Monedas, China y mujeres: acerca del IV Congreso Latinoamericano de Historia Económica

Por: Juliana Saldarriaga
j.saldarriaga1521@uniandes.edu.co

Para un bogotano no es muy emocionante quedarse en Bogotá durante las vacaciones. Si bien el tráfico disminuye considerablemente, es casi incómodo ver cómo los amigos llenan sus redes sociales de fotos felices en playas exóticas. Sin embargo, el haberse quedado en esta ciudad a veces soleada y a veces lluviosa trajo para esta bogotana una especie de regalo: tuve el placer de asistir al IV Congreso Latinoamericano de Historia Económica, llevado a cabo en las instalaciones de Universidad Jorge Tadeo Lozano. Durante el Congreso tuve la oportunidad de aprender de las mentes económicas más sobresalientes de América Latina. La metodología del evento, además, me permitió sentarme al lado de expertos que valoraban mi opinión tanto como yo valoraba la suya.

En el Congreso se realizaron dos tipos de conferencias: charlas de tipo magistral por un lado, y una serie de simposios sobre diversos temas por el otro. En las magistrales expusieron Barry Eichengreen y Loren Brandt, profesores de las Facultades de Economía de UC Berkeley y la Universidad de Toronto respectivamente. Eichengreen trató el tema de las monedas internacionales predominantes en la historia. Si bien es un tema algo técnico para mi conocimiento económico, aplaudo la simplicidad y claridad con la que Eichengreen lo expuso.

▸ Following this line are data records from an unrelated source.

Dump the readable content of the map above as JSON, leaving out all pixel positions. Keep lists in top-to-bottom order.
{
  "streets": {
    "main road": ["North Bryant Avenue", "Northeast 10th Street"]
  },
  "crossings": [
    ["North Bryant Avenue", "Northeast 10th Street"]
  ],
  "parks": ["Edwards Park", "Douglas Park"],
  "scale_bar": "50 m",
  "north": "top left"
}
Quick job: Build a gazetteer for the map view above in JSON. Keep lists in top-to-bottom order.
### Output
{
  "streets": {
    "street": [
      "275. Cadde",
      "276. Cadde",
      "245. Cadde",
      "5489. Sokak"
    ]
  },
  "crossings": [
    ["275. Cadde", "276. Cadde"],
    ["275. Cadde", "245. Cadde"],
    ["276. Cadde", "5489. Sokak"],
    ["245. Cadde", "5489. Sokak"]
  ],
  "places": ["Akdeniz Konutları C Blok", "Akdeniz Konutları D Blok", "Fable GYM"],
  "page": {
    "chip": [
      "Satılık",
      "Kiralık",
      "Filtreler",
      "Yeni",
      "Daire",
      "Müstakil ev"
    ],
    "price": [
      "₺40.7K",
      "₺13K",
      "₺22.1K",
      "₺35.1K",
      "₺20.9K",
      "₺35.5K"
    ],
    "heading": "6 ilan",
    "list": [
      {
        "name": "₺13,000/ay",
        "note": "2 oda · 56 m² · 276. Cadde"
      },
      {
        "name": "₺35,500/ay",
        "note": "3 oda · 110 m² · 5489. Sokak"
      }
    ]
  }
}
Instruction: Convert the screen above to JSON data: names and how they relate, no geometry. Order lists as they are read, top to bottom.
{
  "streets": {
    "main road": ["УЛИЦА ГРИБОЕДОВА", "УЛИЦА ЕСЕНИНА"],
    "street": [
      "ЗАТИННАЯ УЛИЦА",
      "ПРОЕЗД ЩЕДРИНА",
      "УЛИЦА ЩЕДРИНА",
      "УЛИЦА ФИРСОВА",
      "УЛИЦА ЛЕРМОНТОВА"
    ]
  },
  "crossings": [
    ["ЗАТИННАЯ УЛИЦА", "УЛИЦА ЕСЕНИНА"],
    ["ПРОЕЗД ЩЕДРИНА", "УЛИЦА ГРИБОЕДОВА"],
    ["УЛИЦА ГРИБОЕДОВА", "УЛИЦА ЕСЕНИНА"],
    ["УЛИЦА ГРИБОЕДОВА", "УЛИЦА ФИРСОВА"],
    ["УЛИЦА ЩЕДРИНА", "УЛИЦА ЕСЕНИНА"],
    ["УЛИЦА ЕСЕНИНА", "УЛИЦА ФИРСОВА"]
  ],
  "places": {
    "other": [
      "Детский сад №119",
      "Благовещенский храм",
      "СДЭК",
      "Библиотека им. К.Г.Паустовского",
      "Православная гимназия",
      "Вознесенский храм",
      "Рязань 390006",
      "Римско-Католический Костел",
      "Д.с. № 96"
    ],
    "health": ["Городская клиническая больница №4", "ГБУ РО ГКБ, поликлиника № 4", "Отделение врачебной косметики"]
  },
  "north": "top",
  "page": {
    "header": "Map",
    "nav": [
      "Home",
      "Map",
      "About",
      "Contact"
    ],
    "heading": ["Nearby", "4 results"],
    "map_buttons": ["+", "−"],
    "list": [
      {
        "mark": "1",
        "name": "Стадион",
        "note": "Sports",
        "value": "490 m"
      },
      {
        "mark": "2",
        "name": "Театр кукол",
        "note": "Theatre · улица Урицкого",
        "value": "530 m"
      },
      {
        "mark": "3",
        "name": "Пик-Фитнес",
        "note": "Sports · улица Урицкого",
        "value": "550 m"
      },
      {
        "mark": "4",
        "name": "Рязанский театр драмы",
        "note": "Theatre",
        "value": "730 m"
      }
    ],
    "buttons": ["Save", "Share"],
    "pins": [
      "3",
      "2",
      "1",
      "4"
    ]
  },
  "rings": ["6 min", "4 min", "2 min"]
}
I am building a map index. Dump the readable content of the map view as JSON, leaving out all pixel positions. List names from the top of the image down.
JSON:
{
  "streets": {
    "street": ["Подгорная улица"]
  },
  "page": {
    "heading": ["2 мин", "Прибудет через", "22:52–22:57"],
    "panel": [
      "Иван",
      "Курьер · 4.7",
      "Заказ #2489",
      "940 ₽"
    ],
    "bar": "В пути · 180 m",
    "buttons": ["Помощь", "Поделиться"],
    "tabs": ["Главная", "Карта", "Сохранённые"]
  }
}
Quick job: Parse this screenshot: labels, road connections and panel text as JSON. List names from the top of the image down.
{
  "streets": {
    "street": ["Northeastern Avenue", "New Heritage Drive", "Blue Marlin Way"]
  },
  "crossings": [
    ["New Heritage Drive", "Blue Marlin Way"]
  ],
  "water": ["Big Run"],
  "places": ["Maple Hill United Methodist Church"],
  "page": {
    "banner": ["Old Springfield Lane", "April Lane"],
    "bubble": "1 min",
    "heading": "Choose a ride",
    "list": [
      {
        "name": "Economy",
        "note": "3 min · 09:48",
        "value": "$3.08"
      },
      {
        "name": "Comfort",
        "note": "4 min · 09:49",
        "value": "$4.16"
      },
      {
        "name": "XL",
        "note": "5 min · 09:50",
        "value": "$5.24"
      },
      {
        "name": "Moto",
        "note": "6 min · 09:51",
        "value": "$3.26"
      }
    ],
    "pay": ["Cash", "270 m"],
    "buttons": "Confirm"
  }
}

La gran conclusión de la charla (traducida e interpretada por la autora, cabe agregar: hoy predomina una visión que considera la coexistencia de múltiples monedas internacionales. Esta visión contrasta con el entendimiento más tradicional de una única moneda internacional dominante como monopolio natural. 

A su vez, Brandt expuso la historia económica detrás del boom chino. Señaló el Profesor que esta historia puede ser caracterizada por continuidades y discontinuidades institucionales; si bien algunas instituciones apoyaron reformas bancarias e industriales, otras se comportaron como obstáculos debido a su estructura paternalista.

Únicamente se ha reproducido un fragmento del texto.